OBJ to STL Converter

Drop a Wavefront OBJ from Blender, Maya, or ZBrush — get a slicer-ready binary STL. Materials are stripped (STL doesn't carry them), geometry is preserved exactly.

Drop your OBJ file here

Converts to .stl — stays on your device

Why convert OBJ to STL?

How our converter works

Your OBJ is parsed by three.js's OBJLoader into a Group of Meshes — vertices, faces, and normals are extracted into BufferGeometries. We feed the entire scene to three.js's STLExporter in binary mode, which produces a compact STL with per-face normals (auto-computed if the source didn't supply them). Multiple meshes in the OBJ are flattened into a single triangle list, which is what slicers expect. Conversion runs entirely in your browser.

Frequently asked questions

Will the STL open in Cura/PrusaSlicer/Bambu?

Yes. The exporter writes binary STL, which every slicer accepts (and prefers — it's about 5x smaller than ASCII STL). Drop the .stl directly onto the slicer or use File → Open.

What happens to materials and colors?

They're dropped — STL has no material concept, so the output is pure geometry. If your OBJ referenced a .mtl sidecar, that information is lost. For colored 3D printing (e.g. Bambu's AMS multi-material), you'd need a different format like 3MF (on the roadmap).

Is the output binary or ASCII STL?

Binary, which is the slicer-preferred format. Binary STL is ~5x smaller than ASCII for the same geometry, parses faster, and every slicer supports it.
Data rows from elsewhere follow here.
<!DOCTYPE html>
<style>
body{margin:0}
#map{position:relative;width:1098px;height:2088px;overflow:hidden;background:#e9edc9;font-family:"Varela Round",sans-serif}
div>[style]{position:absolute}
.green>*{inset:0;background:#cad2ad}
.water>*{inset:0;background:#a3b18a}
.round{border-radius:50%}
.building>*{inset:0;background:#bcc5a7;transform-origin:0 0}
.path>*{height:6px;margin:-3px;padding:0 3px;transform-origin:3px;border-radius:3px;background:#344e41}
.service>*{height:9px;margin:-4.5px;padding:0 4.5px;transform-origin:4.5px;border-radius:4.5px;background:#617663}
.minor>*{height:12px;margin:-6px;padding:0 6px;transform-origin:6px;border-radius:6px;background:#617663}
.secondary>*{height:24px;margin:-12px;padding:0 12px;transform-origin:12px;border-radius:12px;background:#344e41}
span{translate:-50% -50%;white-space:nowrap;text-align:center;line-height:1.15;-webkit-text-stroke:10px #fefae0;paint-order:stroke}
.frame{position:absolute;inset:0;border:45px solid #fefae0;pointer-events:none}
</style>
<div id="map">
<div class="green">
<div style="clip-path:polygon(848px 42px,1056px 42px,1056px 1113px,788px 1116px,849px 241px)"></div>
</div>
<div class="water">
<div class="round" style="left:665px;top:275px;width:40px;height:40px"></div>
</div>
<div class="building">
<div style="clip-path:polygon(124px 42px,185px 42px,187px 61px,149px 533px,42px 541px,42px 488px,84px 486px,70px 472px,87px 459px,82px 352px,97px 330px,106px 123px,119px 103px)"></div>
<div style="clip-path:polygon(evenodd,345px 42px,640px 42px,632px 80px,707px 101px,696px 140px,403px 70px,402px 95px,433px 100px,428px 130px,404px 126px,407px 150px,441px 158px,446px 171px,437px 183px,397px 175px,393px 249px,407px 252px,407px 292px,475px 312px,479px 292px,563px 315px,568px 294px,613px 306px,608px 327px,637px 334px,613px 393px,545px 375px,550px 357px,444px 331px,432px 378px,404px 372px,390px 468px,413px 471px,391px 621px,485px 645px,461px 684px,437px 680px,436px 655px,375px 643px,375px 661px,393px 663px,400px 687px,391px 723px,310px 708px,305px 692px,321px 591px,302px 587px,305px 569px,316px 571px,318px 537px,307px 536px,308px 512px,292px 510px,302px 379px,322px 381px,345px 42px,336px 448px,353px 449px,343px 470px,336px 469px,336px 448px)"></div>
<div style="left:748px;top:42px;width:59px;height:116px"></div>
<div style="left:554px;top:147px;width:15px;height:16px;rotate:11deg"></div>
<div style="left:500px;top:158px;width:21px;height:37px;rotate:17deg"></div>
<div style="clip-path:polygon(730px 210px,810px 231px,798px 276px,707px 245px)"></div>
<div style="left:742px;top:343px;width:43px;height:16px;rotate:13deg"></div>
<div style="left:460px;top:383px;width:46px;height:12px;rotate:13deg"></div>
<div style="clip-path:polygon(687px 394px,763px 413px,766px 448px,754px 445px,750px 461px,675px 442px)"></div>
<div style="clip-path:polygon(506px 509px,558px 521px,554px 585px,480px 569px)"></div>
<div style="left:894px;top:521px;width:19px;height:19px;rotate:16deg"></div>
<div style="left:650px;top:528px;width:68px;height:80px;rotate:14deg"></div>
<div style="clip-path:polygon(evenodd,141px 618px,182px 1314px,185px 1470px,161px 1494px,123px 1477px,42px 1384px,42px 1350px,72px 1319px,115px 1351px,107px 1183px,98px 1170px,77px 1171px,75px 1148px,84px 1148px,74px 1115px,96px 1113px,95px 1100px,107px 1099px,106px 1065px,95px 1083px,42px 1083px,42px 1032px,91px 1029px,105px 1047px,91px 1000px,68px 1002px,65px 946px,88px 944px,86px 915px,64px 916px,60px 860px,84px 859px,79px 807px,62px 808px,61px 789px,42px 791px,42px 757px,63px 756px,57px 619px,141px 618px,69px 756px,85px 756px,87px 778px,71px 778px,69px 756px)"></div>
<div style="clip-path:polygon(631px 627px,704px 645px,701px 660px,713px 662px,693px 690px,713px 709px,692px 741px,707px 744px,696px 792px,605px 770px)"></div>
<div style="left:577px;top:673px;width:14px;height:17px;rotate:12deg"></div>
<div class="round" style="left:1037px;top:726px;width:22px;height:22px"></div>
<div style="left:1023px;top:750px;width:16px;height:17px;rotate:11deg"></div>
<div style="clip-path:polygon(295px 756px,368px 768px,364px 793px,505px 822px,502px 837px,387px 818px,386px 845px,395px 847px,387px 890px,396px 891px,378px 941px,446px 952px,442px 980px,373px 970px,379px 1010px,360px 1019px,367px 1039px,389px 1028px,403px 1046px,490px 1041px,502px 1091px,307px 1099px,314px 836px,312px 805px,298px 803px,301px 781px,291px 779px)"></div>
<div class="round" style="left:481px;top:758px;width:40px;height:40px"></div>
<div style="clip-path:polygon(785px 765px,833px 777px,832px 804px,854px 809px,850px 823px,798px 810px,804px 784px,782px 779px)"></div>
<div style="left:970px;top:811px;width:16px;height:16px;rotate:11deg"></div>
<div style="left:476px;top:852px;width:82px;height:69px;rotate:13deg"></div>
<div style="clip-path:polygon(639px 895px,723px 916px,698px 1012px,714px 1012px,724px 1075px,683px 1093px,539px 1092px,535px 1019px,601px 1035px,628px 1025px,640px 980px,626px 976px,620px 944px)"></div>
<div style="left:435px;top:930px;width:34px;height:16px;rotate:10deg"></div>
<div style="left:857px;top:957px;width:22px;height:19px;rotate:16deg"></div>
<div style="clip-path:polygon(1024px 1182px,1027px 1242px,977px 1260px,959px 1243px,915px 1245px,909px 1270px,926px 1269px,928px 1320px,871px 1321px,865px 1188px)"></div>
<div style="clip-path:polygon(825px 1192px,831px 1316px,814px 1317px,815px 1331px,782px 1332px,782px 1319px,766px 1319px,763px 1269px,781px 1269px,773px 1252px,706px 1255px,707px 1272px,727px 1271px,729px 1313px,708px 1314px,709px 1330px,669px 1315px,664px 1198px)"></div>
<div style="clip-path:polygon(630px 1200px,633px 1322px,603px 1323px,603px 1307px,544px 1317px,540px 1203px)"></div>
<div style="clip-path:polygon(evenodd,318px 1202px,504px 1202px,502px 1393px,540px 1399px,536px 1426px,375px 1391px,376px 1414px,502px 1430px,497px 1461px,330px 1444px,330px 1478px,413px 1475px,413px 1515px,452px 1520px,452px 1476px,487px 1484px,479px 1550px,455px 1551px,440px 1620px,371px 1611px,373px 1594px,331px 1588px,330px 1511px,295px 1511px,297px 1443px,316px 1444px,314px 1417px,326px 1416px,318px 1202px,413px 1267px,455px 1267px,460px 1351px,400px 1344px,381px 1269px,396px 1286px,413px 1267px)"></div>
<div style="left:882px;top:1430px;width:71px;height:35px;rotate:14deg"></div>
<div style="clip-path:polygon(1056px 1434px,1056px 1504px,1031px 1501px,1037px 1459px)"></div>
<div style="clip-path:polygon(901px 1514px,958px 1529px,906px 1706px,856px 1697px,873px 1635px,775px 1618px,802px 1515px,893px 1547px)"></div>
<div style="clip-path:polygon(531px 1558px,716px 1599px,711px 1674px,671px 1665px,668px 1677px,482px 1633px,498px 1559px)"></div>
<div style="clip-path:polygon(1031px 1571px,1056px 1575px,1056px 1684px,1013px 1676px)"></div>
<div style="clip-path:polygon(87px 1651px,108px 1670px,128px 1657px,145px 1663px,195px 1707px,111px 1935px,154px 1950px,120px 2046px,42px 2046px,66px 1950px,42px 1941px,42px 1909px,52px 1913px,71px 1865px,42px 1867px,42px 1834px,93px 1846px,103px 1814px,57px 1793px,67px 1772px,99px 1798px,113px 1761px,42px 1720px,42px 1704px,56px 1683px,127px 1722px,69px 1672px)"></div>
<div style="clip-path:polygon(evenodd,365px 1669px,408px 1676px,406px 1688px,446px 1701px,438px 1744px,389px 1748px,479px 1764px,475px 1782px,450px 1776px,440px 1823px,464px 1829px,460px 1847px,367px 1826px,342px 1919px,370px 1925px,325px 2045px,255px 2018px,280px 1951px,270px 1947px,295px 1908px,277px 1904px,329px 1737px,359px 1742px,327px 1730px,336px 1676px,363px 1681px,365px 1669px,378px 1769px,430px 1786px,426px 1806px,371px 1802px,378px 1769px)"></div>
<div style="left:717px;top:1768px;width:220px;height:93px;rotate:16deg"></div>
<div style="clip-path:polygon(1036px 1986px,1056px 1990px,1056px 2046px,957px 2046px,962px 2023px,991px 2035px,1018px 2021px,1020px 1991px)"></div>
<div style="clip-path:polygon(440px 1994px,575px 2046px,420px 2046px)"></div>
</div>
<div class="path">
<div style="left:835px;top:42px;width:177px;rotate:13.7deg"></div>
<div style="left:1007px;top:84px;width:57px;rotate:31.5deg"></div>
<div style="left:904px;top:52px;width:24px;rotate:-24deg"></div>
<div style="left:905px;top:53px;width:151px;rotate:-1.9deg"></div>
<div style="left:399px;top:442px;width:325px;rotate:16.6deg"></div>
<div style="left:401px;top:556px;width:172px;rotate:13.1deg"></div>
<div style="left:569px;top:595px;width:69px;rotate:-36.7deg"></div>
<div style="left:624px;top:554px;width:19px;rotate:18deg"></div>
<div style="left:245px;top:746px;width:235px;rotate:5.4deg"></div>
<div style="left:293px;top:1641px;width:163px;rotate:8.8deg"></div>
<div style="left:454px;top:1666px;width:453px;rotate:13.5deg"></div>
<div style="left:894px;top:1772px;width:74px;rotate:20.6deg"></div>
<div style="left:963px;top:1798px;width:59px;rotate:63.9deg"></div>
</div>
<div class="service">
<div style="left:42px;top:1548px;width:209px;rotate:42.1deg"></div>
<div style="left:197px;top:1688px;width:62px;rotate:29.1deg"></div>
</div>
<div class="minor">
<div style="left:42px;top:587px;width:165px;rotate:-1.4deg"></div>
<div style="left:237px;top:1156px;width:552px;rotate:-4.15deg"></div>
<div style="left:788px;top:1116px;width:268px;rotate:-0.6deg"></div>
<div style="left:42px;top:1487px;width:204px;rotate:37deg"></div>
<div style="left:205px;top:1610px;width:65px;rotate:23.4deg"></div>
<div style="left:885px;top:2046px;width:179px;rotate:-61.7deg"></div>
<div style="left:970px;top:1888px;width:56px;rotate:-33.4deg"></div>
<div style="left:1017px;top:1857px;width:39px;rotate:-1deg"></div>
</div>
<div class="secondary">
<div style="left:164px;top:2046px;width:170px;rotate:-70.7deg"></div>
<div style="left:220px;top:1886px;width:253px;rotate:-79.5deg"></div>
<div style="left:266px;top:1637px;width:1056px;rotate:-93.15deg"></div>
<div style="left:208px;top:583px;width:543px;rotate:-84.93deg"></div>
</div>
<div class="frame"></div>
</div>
Will multi-mesh OBJs work?

Yes. Multiple meshes in the OBJ are merged into a single triangle list in the STL output. If you need each part as a separate STL, split them in your DCC tool first and convert each.

Are my files uploaded?

No. The conversion runs as JavaScript on this page using three.js — your model never leaves your device.

About the OBJ format

OBJ is the Wavefront ASCII text format that became the default interchange between 3D content tools — Blender, Maya, ZBrush, 3ds Max, and most CAD systems can read and write it. It supports vertices, normals, UVs, faces, and material references (via a separate .mtl file). STL (Stereolithography) is the format every 3D printer slicer reads — a stripped-down triangle list with surface normals, no materials, designed for fabrication rather than editing. Converting OBJ→STL is the standard final step in a 3D-printing workflow: sculpt or model in your DCC tool of choice, then export STL for the slicer that drives the printer. The conversion is lossy in the materials sense (those data layers don't survive), but lossless in geometry.